Antimicrobials are important for controlling secondary bacterial or yeast overgrowth or infection. Antimicrobials are indicated in any case with cytologic evidence of bacterial overgrowth or infection, with attention paid to the morphology and gram-staining characteristics of the bacteria. Otic preparations commonly contain aminoglycoside antibiotics. Neomycin is effective against typical otitis bacteria such as Staphylococcus intermedium. Gentamicin and polymyxin B are also appropriate initial topical treatments for gram-negative bacterial otitis externa.The significant risk of bone marrow toxicity in people limits the use of chloramphenicol for treating otitis in dogs and cats despite its antibacterial spectrum and availability.

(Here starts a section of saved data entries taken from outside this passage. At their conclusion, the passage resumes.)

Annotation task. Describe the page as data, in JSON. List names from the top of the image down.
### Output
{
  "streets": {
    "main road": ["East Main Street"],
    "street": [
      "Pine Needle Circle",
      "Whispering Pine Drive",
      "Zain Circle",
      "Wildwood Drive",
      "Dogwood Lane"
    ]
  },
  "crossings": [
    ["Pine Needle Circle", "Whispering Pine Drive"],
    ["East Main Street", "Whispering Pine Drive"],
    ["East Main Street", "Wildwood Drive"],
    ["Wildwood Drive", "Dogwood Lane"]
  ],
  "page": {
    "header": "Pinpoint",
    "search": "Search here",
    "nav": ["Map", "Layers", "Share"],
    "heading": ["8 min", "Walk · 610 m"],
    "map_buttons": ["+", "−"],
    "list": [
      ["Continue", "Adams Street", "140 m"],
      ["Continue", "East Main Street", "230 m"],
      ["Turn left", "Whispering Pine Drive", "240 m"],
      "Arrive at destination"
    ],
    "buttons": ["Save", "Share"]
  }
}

Due to the frequency of resistant gram-negative bacteria such as Pseudomonas, other topical preparations have been developed. Enrofloxacin, ophthalmic tobramycin, and topical application of injectable ticarcillin have been used to treat otitis in dogs.< Their use should be limited to cases of resistant bacteria, and culture and susceptibility testing should be performed prior to application. Other topical agents may be used to supplement treatment of resistant Pseudomonas, such as silver sulfadiazine solution and tris EDTA. Tris EDTA can render Pseudomonas susceptible to enrofloxacin or cephalosporins by enhancing membrane permeability and altering ribosome stability. Frequent ear cleaning may also assist in the treatment of resistant bacterial otitis; ceruminolytics have antimicrobial properties, and their use in clinical cases has been evaluated. Acetic acid in combination with boric acid is effective against both Pseudomonas and Staphylococcus, depending on concentration and duration of exposure. Ear cleaning removes proinflammatory products, cells, and substances that diminish the effectiveness of topical antibiotics.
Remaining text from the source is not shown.